Britain's cities were largely quiet early today after days of rioting and looting that drew thousands of extra police officers onto the streets and a stern warning from Prime Minister David Cameron that order would be restored by whatever means necessary.

Tensions remained high even in the absence of any major incidents, and Cameron has recalled Parliament from its summer recess for an emergency debate on the riots today. He will face mounting pressure to reconsider planned police budget cuts, which critics say will strain an already overstretched force.

An eerie calm prevailed over most of London overnight, with a highly visible police presence watching over the capital.

Other cities where looters had caused damage this week also came through the night largely unscathed, though for the first time minor disturbances were reported in Wales.

Police continued to make arrests linked to the disturbances, with the number of arrests in London alone climbing to 820. Courts were staffing around the clock to process alleged looters, vandals and thieves - including one as young as 11.

Even as Cameron promised not to let a "culture of fear" take hold, tensions flared in Birmingham, where a murder probe was opened after three men were killed in a hit-and-run drive as they took to the streets to defend shops from looting.

"We needed a fight back, and a fight back is under way," Cameron said in a somber televised statement outside his Downing Street office after a meeting of the nation's crisis committee. As if to indicate his resolve, he underlined "nothing is off the table" - including water cannon, commonly used in Northern Ireland but never deployed in Britain.

Outside the capital, in England's second-largest city of Birmingham, police began a murder investigation into the deaths of three men hit by a car. Residents said the dead men, ages 21 to 31, were members of Birmingham's South Asian communities who had been patrolling their neighborhood to keep it safe from looters.

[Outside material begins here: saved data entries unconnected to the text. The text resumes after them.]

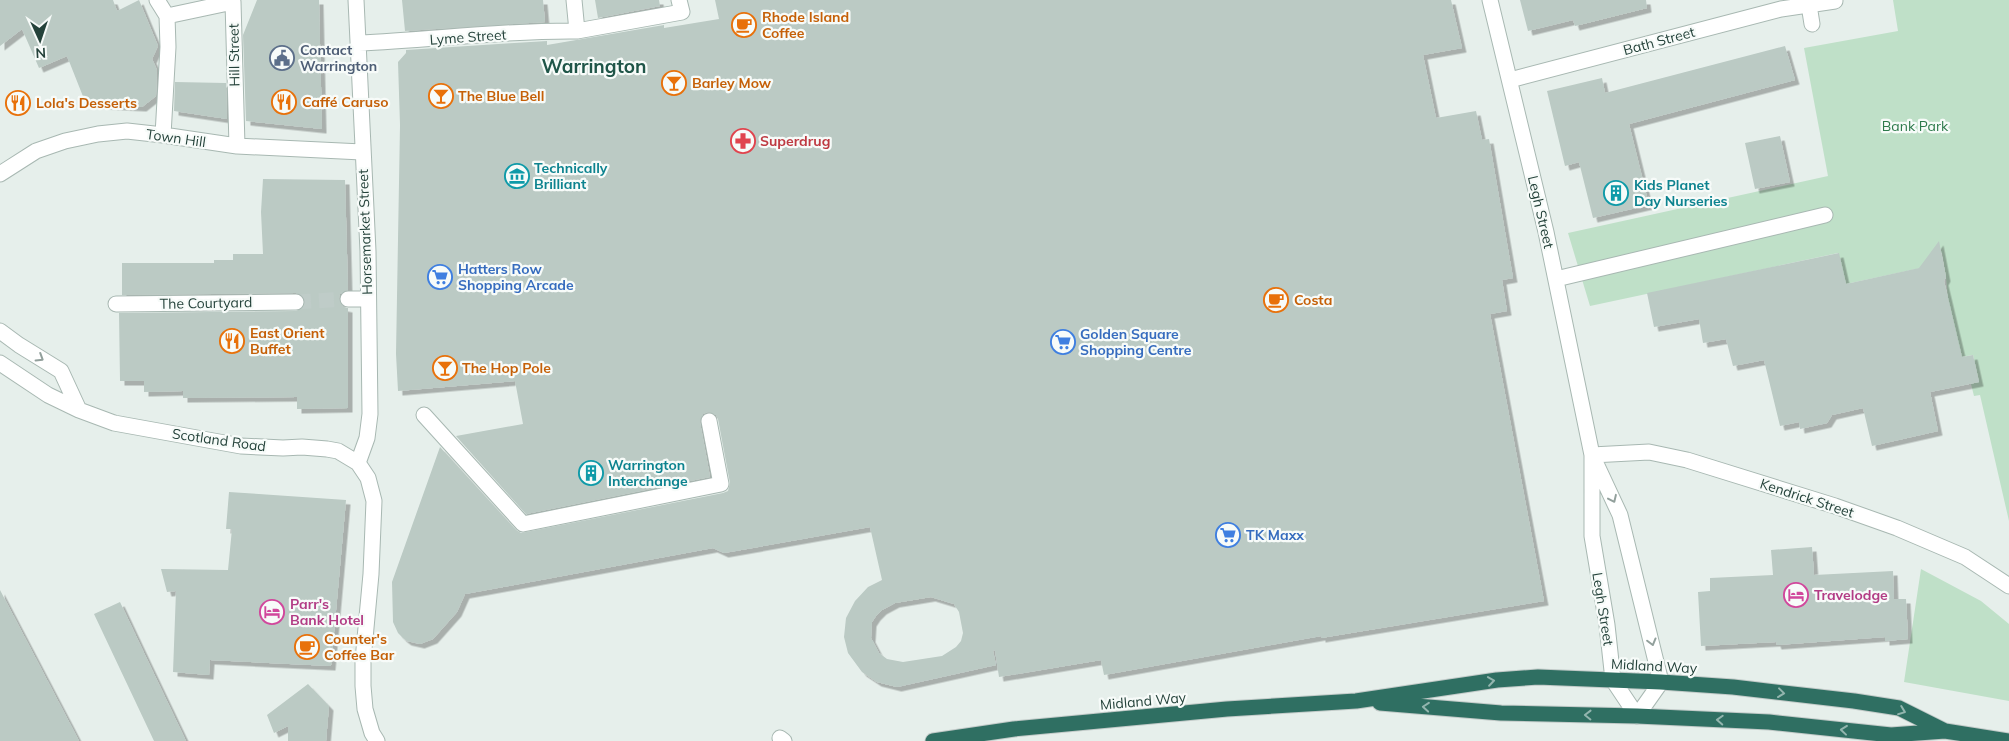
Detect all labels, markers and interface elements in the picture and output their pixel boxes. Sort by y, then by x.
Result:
place label: Rhode Island Coffee [762,8,849,42]
cafe icon: Rhode Island Coffee [731,12,757,38]
north arrow [15,15,65,65]
street label: Hill Street [224,23,244,87]
street label: Bath Street [1621,23,1697,59]
street label: Lyme Street [429,25,507,49]
place label: Contact Warrington [300,41,377,75]
text: N [35,44,46,62]
public building icon: Contact Warrington [269,45,295,71]
district label: Warrington [542,54,646,78]
bar icon: Barley Mow [661,70,687,96]
place label: Barley Mow [692,74,772,92]
bar icon: The Blue Bell [428,83,454,109]
place label: The Blue Bell [458,87,544,105]
restaurant icon: Caffé Caruso [271,89,297,115]
restaurant icon: Lola's Desserts [5,90,31,116]
place label: Caffé Caruso [302,93,389,111]
place label: Lola's Desserts [36,94,137,112]
park label: Bank Park [1882,117,1949,135]
street label: Town Hill [145,125,207,151]
pharmacy icon: Superdrug [730,128,756,154]
place label: Superdrug [760,132,830,150]
place label: Technically Brilliant [534,159,608,193]
museum icon: Technically Brilliant [504,163,530,189]
street label: Horsemarket Street [354,169,376,295]
street label: Legh Street [1524,174,1558,250]
place label: Kids Planet Day Nurseries [1634,176,1728,210]
building icon: Kids Planet Day Nurseries [1603,180,1629,206]
place label: Hatters Row Shopping Arcade [458,260,574,294]
supermarket icon: Hatters Row Shopping Arcade [427,264,453,290]
cafe icon: Costa [1263,287,1289,313]
place label: Costa [1294,291,1332,309]
street label: The Courtyard [160,293,252,313]
place label: East Orient Buffet [250,324,325,358]
place label: Golden Square Shopping Centre [1080,325,1192,359]
restaurant icon: East Orient Buffet [219,328,245,354]
supermarket icon: Golden Square Shopping Centre [1050,329,1076,355]
one-way arrow [35,352,44,362]
bar icon: The Hop Pole [432,355,458,381]
place label: The Hop Pole [462,359,551,377]
street label: Scotland Road [171,425,267,455]
place label: Warrington Interchange [608,456,688,490]
building icon: Warrington Interchange [578,460,604,486]
street label: Kendrick Street [1758,474,1856,522]
one-way arrow [1607,494,1617,503]
supermarket icon: TK Maxx [1215,522,1241,548]
place label: TK Maxx [1246,526,1304,544]
street label: Legh Street [1588,571,1618,647]
hotel icon: Travelodge [1783,582,1809,608]
place label: Travelodge [1814,586,1888,604]
place label: Parr's Bank Hotel [290,595,364,629]
hotel icon: Parr's Bank Hotel [259,599,285,625]
place label: Counter's Coffee Bar [324,630,395,664]
cafe icon: Counter's Coffee Bar [294,634,320,660]
one-way arrow [1646,638,1657,647]
street label: Midland Way [1610,655,1698,677]
one-way arrow [1487,676,1495,686]
one-way arrow [1778,687,1786,698]
street label: Midland Way [1099,688,1187,714]
one-way arrow [1422,702,1430,713]
one-way arrow [1897,704,1906,715]
one-way arrow [1584,710,1592,720]
one-way arrow [1716,715,1724,726]
one-way arrow [1840,725,1848,736]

"They lost their lives for other people, doing the job of the police," said witness Mohammed Shakiel, 34. "They weren't standing outside a mosque, a temple, a synagogue or a church - they were standing outside shops where everybody goes. They were protecting the community."

The violence has revived debate about the Conservative-led government's austerity measures, which will slash $130 billion from public spending by 2015 to reduce the country's swollen budget deficit.

Cameron's government has slashed police budgets as part of the cuts. London Mayor Boris Johnson - like Cameron, a Conservative - broke with the government to say such cuts are wrong.

"That case was always pretty frail, and it has been substantially weakened," he told BBC radio. "This is not a time to think about making substantial cuts in police numbers."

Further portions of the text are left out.